Motorcycle Safety Myths
Whether you are a new rider or you have been riding for many years, you may have heard – or may even believe – some of the much-circulated motorcycle safety myths. If you take actions based on those myths, some of them could get you injured or even killed.
If you know a biker who believes any of these myths, be sure to direct them to this article!

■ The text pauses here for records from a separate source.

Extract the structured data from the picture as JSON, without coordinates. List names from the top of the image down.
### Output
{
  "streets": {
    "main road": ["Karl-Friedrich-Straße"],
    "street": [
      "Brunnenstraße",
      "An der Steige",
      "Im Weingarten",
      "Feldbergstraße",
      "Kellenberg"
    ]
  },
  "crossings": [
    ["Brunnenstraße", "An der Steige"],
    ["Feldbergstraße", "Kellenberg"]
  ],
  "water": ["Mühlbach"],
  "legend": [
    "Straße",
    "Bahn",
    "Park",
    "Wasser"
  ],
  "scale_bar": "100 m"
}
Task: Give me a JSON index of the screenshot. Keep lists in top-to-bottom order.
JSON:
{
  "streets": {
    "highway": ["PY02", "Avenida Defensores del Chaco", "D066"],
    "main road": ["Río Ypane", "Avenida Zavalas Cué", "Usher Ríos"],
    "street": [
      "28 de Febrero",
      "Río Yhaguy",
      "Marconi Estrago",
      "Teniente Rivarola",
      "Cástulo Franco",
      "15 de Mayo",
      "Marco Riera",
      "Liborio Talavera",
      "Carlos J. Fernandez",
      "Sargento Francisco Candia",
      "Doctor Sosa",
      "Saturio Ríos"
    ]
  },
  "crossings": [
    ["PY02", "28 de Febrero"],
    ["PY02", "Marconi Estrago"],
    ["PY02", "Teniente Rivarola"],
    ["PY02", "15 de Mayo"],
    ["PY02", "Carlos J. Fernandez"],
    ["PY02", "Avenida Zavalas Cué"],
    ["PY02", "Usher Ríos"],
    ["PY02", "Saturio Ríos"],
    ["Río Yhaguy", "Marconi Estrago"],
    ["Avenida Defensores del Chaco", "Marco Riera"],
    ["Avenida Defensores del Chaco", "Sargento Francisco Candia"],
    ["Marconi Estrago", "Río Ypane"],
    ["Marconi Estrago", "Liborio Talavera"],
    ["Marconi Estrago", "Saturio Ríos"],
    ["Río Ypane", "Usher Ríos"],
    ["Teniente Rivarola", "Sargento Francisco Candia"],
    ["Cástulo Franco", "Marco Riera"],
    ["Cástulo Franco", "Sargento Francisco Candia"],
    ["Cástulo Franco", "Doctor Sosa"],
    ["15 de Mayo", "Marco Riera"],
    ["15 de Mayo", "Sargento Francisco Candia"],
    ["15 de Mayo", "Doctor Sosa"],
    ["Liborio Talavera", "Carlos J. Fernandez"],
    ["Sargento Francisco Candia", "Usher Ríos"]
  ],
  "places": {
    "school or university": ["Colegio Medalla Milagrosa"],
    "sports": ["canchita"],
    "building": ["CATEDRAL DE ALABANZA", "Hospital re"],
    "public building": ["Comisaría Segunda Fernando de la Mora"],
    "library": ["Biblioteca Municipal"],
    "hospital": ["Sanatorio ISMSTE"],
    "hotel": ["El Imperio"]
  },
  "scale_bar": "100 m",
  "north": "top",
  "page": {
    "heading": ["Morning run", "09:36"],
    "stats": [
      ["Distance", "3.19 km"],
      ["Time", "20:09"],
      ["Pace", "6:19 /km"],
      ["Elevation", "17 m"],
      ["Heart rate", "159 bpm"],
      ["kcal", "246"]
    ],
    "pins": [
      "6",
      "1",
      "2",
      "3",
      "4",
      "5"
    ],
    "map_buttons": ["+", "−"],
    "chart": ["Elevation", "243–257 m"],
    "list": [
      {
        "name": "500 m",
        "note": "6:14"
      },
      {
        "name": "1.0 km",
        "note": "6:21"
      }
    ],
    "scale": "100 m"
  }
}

Myth 1: Bikers Wear Leather Because it Makes Them Look Cool
While leather does look cool, that's just a bonus. Leather, because of its unique properties, is very protective against abrasions, cuts, and scrapes. It's also very warm, even with the wind chill caused by riding on a cool day. Biker leathers are usually made from cowhide because it provides more protection than buffalo hide or pigskin. We know a rider who front wheel slid on some new, wet street tar, and he slid right underneath the pickup truck that had stopped in front of him. While he had trouble traveling "no problem," to the cop who showed up, and his shoulder was sore for weeks afterwards, absolutely all he had to show for his spill was a black abraded area on the right shoulder of his brown leather jacket. Obviously wearing leather is no excuse for recklessness, but it can certainly help minimize bodily surface damage.
Myth 2: Drivers in Cages Do not Give a Hoot About Bikers
It's not that they do not care – it's that they do not see you. They're not looking for someone on a motorcycle. You can help these drivers see you by wearing motorcycle safety equipment, such as a bright helmet and brightly colored clothing. Motorcycle helmets do save lives, that is a fact. You can hear and see quite well with even a full-faced helmet. Also, have the proper safety equipment on your bike, including brighter-than-stock lights or extra lights.
Myth 3: The Louder the Pipes, the Safer You Are
If you've ever ridden in a group, you know you can barely hear the bike behind you. And the bikes on the side of you are not that loud either, unless they are right next to you. So no, loud pipes are not going to make people driving cars aware of you, especially if they have their noses buried in their cell phones, are eating, putting on makeup, reading, or are otherwise distracted.
Myth 4: Lay the Bike Down if You Are Going to Crash
This is the worst thing you can do. When you slide, you have a good chance of getting burned beyond belief by the exhaust or you could slide under a vehicle. Instead, learn how to brake effectively. The one time that it might be better to lay the bike down is if you are on an elevated roadway, such as a bridge, and the only alternative is to fall over the guardrail to your death.
Myth 5: Surface Streets are Safer than Highways
Many people believe surface streets are safer than highways because of the slower speeds. However, they are actually more dangerous since you have traffic coming at you from all sides, and often unexpectedly, since it is so difficult for drivers to "see" motorcycles. You have people pulling out of side roads, parking lots, and driveways. It's bad enough when someone turns right on red and cuts off a car because they're in a big hurry, but when that person does it to a motorcycle, there is more damage than just a busted fender. Highways are safer since you are all going in the same direction – unless you have some drunk guy driving in the wrong direction.
Do not Believe Motorcycle Safety Myths!
You may have heard many more motorcycle safety myths. Do not believe them. If you hear something that sounds suspicious, do some research just to see how true it is. Having the proper safety equipment will save your life more so than doing something crazy like dumping your bike on purpose.